⟨

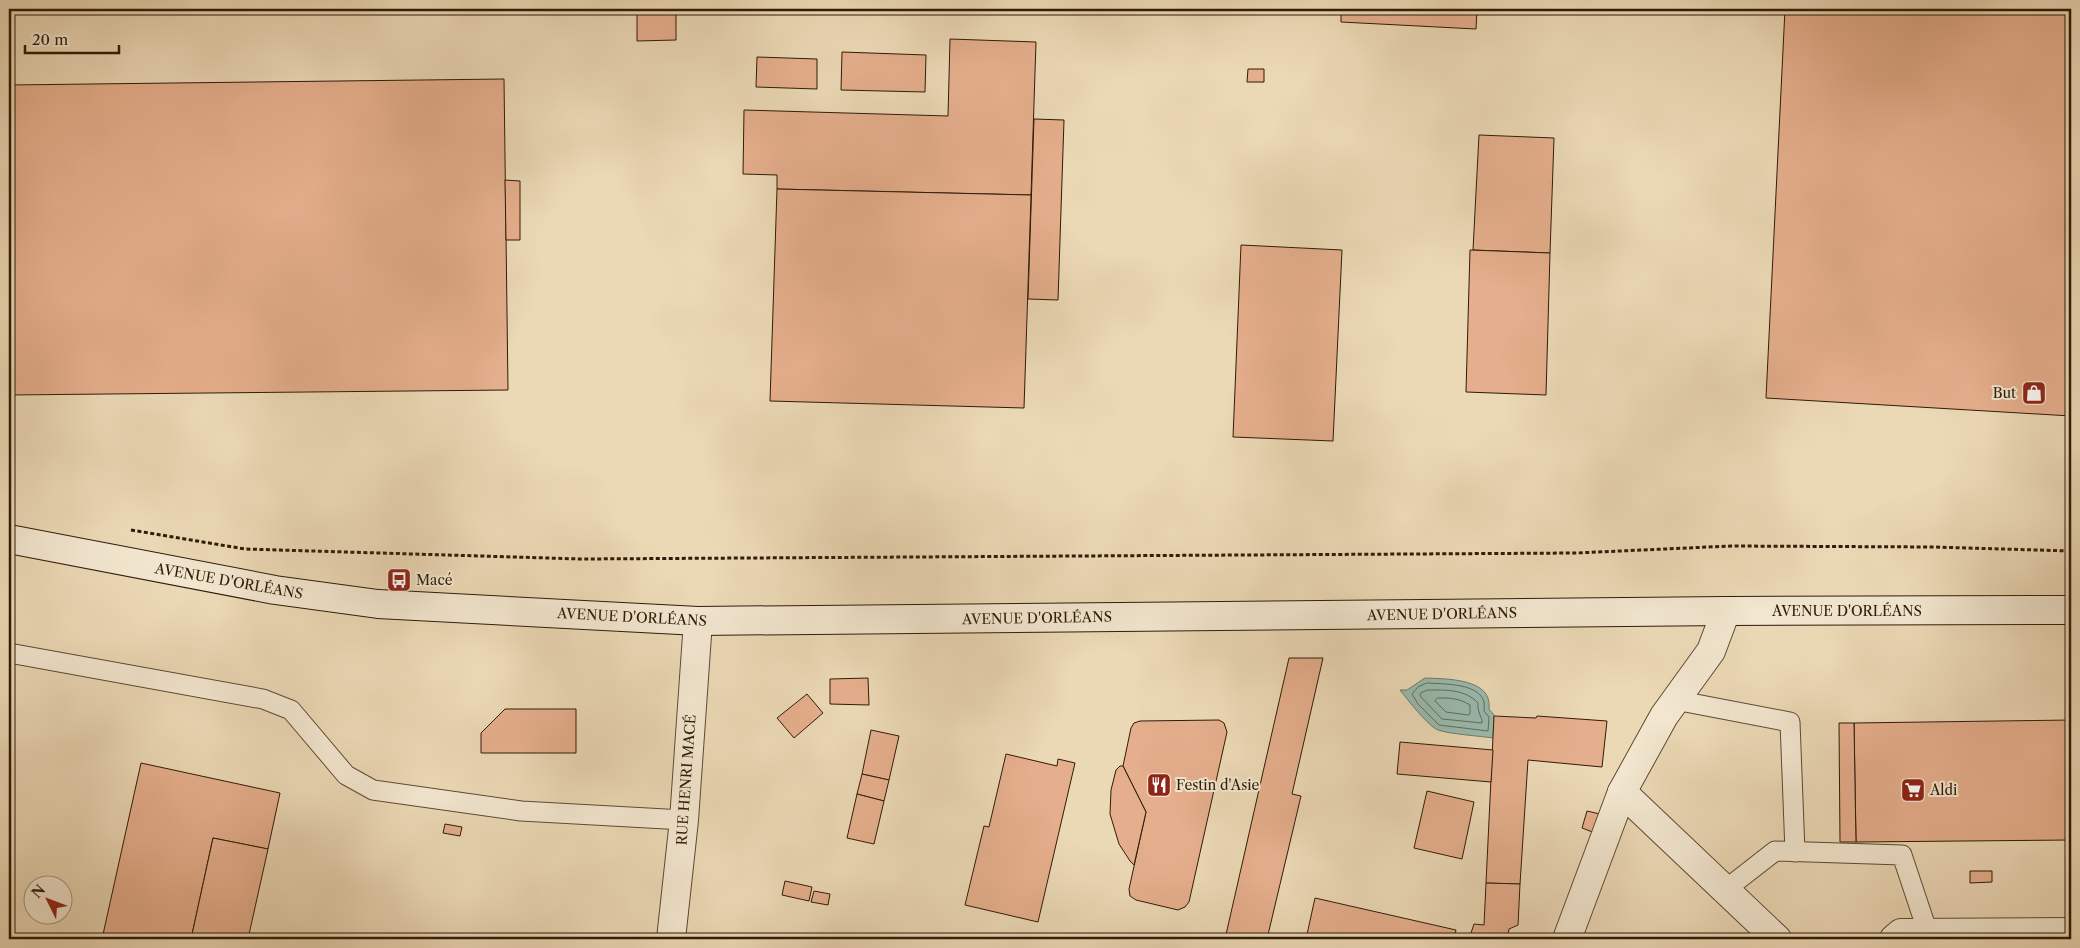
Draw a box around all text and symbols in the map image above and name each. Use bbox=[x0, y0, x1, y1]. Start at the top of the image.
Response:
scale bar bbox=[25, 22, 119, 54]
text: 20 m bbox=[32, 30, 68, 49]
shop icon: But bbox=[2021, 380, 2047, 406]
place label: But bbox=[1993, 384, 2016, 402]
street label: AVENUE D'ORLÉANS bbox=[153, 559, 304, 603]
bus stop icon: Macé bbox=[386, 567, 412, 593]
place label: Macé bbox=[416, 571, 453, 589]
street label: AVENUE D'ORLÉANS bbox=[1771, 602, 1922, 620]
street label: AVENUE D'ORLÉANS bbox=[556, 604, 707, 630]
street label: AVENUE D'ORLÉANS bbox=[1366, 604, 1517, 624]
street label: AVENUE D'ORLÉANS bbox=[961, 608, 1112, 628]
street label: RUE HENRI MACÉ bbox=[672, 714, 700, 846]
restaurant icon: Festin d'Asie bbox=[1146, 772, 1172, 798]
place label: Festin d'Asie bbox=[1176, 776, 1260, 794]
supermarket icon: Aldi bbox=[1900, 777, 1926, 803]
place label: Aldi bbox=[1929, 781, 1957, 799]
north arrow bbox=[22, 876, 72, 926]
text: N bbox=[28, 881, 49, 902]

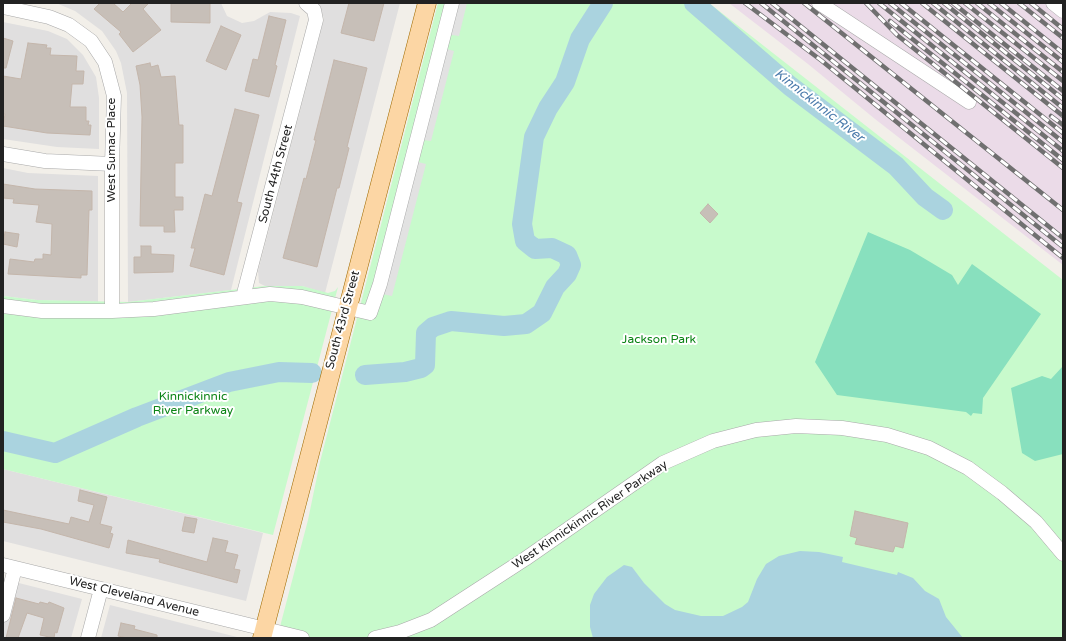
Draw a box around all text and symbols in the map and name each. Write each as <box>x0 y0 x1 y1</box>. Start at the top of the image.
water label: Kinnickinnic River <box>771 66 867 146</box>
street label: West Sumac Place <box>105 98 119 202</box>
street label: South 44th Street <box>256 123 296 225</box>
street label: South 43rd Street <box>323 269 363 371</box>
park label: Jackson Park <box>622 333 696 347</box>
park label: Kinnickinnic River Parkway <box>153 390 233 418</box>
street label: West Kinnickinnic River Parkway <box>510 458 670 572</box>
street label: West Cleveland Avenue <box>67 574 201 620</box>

⟩

Please give the entries above again exactly as written, leaving out any pictures.

Draw a box around all text and symbols in the map image above and name each. Use bbox=[x0, y0, x1, y1]. Start at the top of the image.
Response:
scale bar bbox=[25, 22, 119, 54]
text: 20 m bbox=[32, 30, 68, 49]
shop icon: But bbox=[2021, 380, 2047, 406]
place label: But bbox=[1993, 384, 2016, 402]
street label: AVENUE D'ORLÉANS bbox=[153, 559, 304, 603]
bus stop icon: Macé bbox=[386, 567, 412, 593]
place label: Macé bbox=[416, 571, 453, 589]
street label: AVENUE D'ORLÉANS bbox=[1771, 602, 1922, 620]
street label: AVENUE D'ORLÉANS bbox=[556, 604, 707, 630]
street label: AVENUE D'ORLÉANS bbox=[1366, 604, 1517, 624]
street label: AVENUE D'ORLÉANS bbox=[961, 608, 1112, 628]
street label: RUE HENRI MACÉ bbox=[672, 714, 700, 846]
restaurant icon: Festin d'Asie bbox=[1146, 772, 1172, 798]
place label: Festin d'Asie bbox=[1176, 776, 1260, 794]
supermarket icon: Aldi bbox=[1900, 777, 1926, 803]
place label: Aldi bbox=[1929, 781, 1957, 799]
north arrow bbox=[22, 876, 72, 926]
text: N bbox=[28, 881, 49, 902]

Draw a box around all text and symbols in the map and name each. Write each as <box>x0 y0 x1 y1</box>. Start at the top of the image.
water label: Kinnickinnic River <box>771 66 867 146</box>
street label: West Sumac Place <box>105 98 119 202</box>
street label: South 44th Street <box>256 123 296 225</box>
street label: South 43rd Street <box>323 269 363 371</box>
park label: Jackson Park <box>622 333 696 347</box>
park label: Kinnickinnic River Parkway <box>153 390 233 418</box>
street label: West Kinnickinnic River Parkway <box>510 458 670 572</box>
street label: West Cleveland Avenue <box>67 574 201 620</box>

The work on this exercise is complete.